Saved entries:
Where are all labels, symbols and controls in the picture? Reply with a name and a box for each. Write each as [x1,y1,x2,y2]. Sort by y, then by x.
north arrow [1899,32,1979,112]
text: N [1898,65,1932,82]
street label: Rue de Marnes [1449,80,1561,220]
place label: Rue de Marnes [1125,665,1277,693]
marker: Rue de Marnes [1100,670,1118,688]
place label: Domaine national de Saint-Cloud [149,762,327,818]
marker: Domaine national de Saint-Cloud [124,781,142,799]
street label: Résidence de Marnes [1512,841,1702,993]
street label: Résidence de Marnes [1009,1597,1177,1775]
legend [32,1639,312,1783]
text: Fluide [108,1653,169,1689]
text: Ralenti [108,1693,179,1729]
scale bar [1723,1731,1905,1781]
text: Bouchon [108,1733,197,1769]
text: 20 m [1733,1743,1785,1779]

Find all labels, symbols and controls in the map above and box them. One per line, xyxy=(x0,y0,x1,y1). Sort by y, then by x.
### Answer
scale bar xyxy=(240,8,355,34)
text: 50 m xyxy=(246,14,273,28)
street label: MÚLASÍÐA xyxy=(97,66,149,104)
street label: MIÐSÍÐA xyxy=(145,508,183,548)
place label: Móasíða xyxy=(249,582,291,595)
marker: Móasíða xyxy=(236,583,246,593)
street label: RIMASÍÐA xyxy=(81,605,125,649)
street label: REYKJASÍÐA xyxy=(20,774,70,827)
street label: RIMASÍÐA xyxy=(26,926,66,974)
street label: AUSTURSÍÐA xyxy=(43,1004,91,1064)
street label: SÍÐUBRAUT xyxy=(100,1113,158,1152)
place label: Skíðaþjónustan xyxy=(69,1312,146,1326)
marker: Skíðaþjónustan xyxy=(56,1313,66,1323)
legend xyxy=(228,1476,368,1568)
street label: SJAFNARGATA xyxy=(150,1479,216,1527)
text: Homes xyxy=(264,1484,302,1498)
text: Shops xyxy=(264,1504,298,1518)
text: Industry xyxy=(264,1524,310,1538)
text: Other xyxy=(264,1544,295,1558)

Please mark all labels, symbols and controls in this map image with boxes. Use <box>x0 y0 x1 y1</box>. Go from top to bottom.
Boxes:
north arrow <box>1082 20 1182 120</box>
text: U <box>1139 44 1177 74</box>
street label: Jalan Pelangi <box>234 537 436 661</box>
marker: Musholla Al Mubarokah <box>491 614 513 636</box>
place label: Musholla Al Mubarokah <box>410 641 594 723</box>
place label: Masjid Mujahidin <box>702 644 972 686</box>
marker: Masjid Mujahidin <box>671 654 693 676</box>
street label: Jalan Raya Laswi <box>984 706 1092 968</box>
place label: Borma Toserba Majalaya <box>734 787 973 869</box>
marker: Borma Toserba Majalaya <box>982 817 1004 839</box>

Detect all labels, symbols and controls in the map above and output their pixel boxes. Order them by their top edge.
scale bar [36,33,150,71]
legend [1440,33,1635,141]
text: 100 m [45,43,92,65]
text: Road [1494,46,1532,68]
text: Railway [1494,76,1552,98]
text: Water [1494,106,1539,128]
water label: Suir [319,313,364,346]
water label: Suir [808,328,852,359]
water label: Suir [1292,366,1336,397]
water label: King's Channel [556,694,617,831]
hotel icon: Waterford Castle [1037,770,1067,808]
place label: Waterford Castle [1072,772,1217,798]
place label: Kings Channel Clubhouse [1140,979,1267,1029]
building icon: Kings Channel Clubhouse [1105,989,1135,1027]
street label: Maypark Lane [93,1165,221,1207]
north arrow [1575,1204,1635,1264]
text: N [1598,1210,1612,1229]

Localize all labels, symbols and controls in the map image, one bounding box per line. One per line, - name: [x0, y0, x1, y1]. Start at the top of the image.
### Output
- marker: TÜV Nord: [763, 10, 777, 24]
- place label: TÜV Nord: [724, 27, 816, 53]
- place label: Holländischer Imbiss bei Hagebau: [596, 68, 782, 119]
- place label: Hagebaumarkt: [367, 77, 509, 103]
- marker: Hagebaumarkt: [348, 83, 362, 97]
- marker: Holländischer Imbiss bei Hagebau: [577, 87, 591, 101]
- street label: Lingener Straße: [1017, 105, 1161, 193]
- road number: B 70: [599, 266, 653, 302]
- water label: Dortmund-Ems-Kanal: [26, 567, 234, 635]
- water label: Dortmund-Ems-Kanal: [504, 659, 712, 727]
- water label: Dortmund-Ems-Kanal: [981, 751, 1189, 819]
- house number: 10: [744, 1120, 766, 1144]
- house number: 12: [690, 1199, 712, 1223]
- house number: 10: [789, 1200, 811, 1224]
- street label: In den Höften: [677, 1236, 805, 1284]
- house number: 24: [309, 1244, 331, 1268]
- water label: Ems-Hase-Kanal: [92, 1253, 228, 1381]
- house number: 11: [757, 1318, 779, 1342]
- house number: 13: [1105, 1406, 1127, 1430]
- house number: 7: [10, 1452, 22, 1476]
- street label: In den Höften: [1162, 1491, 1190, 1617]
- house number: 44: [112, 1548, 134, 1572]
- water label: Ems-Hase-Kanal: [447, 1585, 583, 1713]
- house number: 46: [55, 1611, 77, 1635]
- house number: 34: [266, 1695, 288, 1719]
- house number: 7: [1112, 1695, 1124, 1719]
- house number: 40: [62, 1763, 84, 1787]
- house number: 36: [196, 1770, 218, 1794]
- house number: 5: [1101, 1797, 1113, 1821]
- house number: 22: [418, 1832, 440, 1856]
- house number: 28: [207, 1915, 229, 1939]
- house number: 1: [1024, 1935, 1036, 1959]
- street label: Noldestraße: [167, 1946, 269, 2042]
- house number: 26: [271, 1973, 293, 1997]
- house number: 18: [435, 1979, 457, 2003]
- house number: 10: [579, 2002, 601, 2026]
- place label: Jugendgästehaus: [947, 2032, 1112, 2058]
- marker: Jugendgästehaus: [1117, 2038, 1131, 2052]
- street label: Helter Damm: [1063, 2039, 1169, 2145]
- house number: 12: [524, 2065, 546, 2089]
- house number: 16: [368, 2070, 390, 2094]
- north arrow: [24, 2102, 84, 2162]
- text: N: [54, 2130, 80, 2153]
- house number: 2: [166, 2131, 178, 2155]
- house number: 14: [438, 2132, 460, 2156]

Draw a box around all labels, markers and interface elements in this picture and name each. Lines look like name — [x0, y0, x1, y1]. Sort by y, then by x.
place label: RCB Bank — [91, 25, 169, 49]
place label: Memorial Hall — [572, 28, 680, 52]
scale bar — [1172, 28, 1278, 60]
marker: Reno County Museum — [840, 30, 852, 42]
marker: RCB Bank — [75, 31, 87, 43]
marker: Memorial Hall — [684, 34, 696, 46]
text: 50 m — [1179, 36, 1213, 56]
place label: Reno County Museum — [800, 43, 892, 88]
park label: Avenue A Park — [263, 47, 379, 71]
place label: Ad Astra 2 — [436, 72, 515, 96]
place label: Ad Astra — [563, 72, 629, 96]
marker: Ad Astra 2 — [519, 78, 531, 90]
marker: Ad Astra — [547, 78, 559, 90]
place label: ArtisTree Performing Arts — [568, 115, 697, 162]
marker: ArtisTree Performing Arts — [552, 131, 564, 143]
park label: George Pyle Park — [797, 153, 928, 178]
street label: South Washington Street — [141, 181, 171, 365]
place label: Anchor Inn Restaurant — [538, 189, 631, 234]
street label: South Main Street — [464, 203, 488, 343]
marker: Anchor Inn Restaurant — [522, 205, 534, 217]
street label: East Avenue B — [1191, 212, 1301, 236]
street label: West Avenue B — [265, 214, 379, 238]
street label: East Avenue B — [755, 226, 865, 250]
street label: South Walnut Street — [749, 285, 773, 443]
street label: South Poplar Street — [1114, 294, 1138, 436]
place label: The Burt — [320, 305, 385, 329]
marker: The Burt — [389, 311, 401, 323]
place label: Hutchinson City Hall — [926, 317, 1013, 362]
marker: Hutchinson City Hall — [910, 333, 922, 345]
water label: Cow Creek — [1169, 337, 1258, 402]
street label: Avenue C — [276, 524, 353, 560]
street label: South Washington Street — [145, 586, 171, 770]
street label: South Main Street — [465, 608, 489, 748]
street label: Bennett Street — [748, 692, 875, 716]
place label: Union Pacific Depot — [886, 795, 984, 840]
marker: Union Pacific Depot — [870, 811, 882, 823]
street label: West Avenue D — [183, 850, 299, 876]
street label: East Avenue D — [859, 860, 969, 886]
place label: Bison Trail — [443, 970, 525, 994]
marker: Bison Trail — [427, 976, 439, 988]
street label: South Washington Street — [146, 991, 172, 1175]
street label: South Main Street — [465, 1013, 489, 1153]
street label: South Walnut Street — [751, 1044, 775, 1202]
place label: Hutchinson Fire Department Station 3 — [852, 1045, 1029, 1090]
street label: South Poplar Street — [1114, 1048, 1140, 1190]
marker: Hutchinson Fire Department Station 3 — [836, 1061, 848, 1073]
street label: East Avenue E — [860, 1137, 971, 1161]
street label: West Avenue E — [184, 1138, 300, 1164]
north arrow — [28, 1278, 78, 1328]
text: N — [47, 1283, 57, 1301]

EXERCISE BRIEF: Pick each line holding the word "national" out of the data and copy it.

ANSWER TO THIS PROBLEM:
place label: Domaine national de Saint-Cloud [149,762,327,818]
marker: Domaine national de Saint-Cloud [124,781,142,799]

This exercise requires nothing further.